The story was very slow. I felt like there was so much describing, but not enough happening. The book would be about a third the length without all of the descriptions. I felt like there were too many metaphors, similes, and personification. There was always a comparison for every person, thing, and event to something else, basically every sentence was descriptive. It felt like too much to the point that I got lost in what was actually happening.
Also, I feel that there was overuse of the colon as punctuation. Almost every page had a colon on it, some pages didn’t, but some had it several times. It was used in place of a semicolon, or even when a simple period or comma would suffice.
About the actual story, almost every time Nora talked, either the words “slipped out before she could stop them” or she regretted what she said as soon as she said it. Nora came across as very unsure of herself. I suppose it’s partly because she doesn’t feel like she is a witch or a Walker. She also recently lost her grandma, so she probably feels alone and like no one understands her. I just prefer when a character has more confidence in herself.
This story is a mixture of modern times with older times. Since it takes place during a snow storm that has taken out the power, there isn’t electricity being used at all, plus the setting is within an old forest. However, it has a modern, young feel because of the characters, who act like typical teenagers. There is underage drinking and even a party. Additionally, be warned that there is some language throughout.

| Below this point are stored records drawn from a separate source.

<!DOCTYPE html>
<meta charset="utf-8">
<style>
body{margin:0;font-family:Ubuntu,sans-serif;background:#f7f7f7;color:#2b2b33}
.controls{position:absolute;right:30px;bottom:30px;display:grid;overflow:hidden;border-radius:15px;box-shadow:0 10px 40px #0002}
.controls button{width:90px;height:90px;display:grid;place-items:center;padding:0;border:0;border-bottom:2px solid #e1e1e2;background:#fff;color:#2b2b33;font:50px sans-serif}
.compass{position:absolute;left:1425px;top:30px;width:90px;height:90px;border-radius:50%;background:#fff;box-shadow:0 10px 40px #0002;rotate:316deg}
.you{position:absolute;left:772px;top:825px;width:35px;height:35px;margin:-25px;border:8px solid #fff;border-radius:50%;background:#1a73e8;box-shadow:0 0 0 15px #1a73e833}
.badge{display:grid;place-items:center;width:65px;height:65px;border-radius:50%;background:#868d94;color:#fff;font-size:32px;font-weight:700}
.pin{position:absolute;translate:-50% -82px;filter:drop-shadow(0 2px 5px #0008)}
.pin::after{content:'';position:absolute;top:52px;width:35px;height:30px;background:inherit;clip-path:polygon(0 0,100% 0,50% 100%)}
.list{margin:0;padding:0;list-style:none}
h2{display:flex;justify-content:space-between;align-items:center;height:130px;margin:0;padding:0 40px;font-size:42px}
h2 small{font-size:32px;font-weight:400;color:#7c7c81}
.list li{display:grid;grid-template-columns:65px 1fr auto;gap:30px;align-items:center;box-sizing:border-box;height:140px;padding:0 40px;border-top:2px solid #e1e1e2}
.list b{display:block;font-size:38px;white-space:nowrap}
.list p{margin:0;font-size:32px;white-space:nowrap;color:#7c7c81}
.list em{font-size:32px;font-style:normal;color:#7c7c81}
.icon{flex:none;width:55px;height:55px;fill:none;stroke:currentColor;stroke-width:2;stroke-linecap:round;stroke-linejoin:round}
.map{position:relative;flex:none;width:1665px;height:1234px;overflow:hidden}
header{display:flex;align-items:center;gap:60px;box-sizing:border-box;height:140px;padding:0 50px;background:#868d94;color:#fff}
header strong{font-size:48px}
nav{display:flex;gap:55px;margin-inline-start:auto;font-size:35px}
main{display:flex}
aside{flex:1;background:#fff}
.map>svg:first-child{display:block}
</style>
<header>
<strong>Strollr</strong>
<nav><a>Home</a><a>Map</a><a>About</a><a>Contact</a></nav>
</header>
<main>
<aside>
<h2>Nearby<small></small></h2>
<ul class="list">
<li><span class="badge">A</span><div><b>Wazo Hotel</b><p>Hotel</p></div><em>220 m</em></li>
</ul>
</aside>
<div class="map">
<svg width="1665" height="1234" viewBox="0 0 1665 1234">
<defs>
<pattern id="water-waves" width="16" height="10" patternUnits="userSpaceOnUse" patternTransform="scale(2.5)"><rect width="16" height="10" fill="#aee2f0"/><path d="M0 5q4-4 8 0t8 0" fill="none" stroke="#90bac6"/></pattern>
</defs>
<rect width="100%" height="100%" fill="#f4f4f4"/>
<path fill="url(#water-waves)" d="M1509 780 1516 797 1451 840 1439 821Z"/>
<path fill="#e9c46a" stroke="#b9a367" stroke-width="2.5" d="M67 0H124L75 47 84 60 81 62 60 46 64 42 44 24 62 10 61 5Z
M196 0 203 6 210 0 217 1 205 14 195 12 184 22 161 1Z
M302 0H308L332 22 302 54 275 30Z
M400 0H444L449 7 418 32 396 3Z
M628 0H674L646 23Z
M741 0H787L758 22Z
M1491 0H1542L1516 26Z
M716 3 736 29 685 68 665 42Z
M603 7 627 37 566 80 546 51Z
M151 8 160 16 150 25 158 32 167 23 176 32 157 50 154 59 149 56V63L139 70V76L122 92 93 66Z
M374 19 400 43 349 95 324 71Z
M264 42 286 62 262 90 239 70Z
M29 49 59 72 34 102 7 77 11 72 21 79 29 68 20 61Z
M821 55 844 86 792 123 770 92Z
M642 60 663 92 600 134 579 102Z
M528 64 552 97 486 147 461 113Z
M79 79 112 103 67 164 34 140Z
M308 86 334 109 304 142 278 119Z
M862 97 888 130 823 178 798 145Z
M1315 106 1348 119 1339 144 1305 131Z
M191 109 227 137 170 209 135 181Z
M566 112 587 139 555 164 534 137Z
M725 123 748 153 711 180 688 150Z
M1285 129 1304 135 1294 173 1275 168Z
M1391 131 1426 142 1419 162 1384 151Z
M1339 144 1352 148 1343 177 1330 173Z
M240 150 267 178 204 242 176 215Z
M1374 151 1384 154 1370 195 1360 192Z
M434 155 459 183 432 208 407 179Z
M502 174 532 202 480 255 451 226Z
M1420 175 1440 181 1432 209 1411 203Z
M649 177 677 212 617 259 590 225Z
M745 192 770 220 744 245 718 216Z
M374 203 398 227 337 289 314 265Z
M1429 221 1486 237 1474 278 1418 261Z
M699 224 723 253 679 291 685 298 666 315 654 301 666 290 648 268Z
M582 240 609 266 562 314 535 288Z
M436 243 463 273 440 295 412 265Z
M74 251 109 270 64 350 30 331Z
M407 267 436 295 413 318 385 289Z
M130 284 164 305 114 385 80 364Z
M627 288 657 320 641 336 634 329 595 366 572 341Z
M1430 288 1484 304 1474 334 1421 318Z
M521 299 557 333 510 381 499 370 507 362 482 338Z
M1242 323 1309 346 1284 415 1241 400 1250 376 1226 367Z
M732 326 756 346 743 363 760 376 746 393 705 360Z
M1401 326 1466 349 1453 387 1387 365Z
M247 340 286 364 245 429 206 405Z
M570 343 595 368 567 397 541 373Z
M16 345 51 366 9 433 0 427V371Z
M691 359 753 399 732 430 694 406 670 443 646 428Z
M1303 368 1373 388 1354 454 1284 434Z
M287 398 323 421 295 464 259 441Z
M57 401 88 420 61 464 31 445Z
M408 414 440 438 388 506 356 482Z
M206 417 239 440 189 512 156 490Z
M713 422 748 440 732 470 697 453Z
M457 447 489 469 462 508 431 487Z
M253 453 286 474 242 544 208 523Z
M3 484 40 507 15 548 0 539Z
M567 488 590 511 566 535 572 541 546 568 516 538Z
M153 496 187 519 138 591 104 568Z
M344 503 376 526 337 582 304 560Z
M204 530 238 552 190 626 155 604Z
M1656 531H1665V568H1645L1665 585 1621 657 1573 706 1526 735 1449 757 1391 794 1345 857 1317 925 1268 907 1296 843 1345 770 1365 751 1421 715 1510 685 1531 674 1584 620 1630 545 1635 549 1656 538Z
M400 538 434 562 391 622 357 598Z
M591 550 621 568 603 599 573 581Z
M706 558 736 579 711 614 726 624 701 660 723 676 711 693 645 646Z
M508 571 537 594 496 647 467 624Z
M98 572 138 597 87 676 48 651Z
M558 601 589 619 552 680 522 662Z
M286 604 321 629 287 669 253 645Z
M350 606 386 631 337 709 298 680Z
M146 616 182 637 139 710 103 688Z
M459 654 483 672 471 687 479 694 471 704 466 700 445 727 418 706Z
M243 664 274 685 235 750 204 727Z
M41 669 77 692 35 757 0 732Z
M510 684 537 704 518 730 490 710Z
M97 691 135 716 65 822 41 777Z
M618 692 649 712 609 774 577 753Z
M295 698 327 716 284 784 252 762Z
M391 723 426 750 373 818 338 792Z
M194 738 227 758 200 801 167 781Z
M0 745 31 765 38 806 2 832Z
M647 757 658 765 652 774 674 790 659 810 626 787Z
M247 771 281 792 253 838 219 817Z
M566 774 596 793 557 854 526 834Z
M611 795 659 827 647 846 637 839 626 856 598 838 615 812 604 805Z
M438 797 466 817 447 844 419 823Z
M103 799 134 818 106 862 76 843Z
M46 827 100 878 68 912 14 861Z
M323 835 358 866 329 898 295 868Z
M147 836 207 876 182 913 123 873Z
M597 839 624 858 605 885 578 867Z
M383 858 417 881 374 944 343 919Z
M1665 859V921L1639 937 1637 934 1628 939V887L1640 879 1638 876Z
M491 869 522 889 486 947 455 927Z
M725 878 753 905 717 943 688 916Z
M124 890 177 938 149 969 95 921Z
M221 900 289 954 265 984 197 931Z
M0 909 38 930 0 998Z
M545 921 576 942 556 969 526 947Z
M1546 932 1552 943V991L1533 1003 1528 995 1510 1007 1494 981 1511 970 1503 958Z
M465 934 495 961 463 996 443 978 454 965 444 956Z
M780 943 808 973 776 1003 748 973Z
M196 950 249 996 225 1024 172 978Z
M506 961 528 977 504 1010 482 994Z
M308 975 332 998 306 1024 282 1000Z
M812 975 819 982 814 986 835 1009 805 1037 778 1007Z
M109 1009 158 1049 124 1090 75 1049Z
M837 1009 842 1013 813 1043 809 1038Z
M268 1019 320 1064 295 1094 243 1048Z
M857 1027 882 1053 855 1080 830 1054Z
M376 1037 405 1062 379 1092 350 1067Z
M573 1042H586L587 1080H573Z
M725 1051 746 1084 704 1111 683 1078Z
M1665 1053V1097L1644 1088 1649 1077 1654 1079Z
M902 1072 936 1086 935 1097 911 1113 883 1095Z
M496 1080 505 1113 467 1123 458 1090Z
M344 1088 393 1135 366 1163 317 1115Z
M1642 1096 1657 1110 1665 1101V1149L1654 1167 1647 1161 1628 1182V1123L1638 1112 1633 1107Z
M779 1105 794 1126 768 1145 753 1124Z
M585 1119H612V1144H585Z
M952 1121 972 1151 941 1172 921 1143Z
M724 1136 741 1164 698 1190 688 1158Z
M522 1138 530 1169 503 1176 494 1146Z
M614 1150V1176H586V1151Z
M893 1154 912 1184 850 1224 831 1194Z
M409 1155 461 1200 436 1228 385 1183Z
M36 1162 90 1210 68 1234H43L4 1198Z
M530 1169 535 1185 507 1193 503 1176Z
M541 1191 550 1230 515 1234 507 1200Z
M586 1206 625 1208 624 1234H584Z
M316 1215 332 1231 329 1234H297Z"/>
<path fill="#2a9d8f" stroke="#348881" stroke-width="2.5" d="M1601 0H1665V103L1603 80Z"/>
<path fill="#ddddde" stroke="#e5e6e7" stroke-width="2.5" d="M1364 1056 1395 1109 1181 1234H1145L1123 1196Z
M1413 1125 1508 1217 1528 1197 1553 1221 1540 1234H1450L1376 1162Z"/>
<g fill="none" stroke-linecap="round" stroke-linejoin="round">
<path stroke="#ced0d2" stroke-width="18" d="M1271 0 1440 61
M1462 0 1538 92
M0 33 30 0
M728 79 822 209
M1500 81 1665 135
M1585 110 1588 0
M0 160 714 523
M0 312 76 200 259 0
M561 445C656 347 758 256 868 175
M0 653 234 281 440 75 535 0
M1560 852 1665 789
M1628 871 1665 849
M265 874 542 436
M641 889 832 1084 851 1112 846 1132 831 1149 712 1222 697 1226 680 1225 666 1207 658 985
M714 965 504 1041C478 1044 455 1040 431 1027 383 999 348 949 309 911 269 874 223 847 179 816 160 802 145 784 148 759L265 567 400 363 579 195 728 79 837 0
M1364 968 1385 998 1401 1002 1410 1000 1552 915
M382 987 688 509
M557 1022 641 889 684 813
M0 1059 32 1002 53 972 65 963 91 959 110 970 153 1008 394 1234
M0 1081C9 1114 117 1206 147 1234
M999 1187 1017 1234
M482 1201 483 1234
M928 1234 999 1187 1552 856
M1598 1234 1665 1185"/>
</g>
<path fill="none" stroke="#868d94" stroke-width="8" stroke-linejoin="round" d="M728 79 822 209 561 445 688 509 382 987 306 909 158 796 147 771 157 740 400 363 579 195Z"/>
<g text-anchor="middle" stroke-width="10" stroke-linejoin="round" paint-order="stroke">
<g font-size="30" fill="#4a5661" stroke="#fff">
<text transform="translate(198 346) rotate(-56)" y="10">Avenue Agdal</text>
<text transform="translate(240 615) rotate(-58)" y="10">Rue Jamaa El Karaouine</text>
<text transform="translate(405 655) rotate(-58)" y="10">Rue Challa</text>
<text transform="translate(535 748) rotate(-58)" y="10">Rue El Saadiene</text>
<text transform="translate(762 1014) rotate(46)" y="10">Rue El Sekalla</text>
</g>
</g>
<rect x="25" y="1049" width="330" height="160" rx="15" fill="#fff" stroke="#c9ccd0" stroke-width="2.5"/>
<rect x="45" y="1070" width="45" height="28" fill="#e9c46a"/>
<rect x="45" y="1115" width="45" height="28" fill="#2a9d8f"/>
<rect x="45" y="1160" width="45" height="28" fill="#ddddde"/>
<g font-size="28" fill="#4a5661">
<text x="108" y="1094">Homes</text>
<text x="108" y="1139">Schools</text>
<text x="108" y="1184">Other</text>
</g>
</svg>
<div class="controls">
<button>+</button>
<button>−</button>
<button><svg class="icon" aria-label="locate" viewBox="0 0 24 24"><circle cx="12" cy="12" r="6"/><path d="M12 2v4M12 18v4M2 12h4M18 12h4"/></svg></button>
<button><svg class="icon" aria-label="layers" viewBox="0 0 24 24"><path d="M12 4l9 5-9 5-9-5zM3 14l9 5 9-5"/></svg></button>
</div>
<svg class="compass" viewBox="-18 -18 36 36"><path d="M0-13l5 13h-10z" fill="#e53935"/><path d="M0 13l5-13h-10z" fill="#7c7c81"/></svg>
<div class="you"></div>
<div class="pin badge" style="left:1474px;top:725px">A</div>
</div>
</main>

The story is told in first person, but with chapters switching between the perspectives of Nora and Oliver. I like the change of perspective since it really adds to the story and shows what’s going on with Oliver as well as the main character Nora. There aren’t that many chapters from Oliver’s perspective, but that adds to the mystery of what happened, which allows the reader to be more along the same lines as Nora and not know more than what she knows.
Entries from the Walker spellbook are placed throughout the book, which I found very interesting. It gives some background on the Walkers and what each one’s nightshade was. I would have liked to see more of the “spells” incorporated though. I also wish there was more incorporated with the woods, especially since the book is titled “Winterwood”. There were only really two, short scenes with the woods. However, I did feel like there was enough to show how the whole place was “alive”.
Even though the ending seemed really fast paced, I thought the book ended well, with some surprising twists that I didn’t see coming. I felt like there was also some closure at the end, questions answered and things figured out. It was tough, but I’m glad that I finished this book to see how everything came together.
The twists at the end are what really give the closure. First with the truth about the accident. Second with Nora finding her nightshade.
I was so surprised to find out that Oliver was the one who died. I thought that Oliver killed the other boy, most likely on accident. Nora had mentioned that Walkers could see ghosts, but it seemed like Walkers only saw them in the graveyard and they appeared in a way that Walkers knew they were ghosts. At first I thought that seeing ghosts more clearly was Nora’s nightshade. It made sense after it was clear, though, why Nora was the only person to see Oliver and how he “survived” in the woods for two weeks.
The second piece of closure, and second surprise, was Nora finally discovering her nightshade. She was able to turn back time in order to save Oliver. This also explained her feelings of deja vu and feelings of time moving slowly. I wish her nightshade was explained more in depth because it seemed like she could just turn back time, but then her chapter in the spellbook said that she basically time travelled. This is mostly where I wished the end of the book wasn’t so abrupt and had more detail. But I did think the ending was good, good enough to make me glad that I finished.
“Because I am more darkness than girl. More winter shadows than August sunlight. We are the daughters of the wood, my grandmother would whisper.”
“A sleeping forest will allow safe passage. But if it wakes, be prepared to run.”
“Into the Wicker Woods.
Nothing good lives here.”
“In winter, these woods feel like a fairy tale suspended in time - the princess forgotten, the hero eaten whole by a noble fir goblin. The story ended, but no one remembered to burn the haunted forest to the ground.”
“I am a Walker...I belong in these trees. Even if I’m not as formidable as my grandmother or as fearless as my mom, the same blood swells through my veins. Black as tar. The blood that gives all Walkers our nightshade, our ‘shadow side.’ The part of us that is different - odd, uncommon.”
“A bone moth.
The worst kind. The bringer of portents and warnings, of omens that should never be ignored. Of death.”
“The name that rings between my ears: Nora Walker.
The girl with moonlight in her veins.”
“There is more to fear in men’s hearts than in those trees.”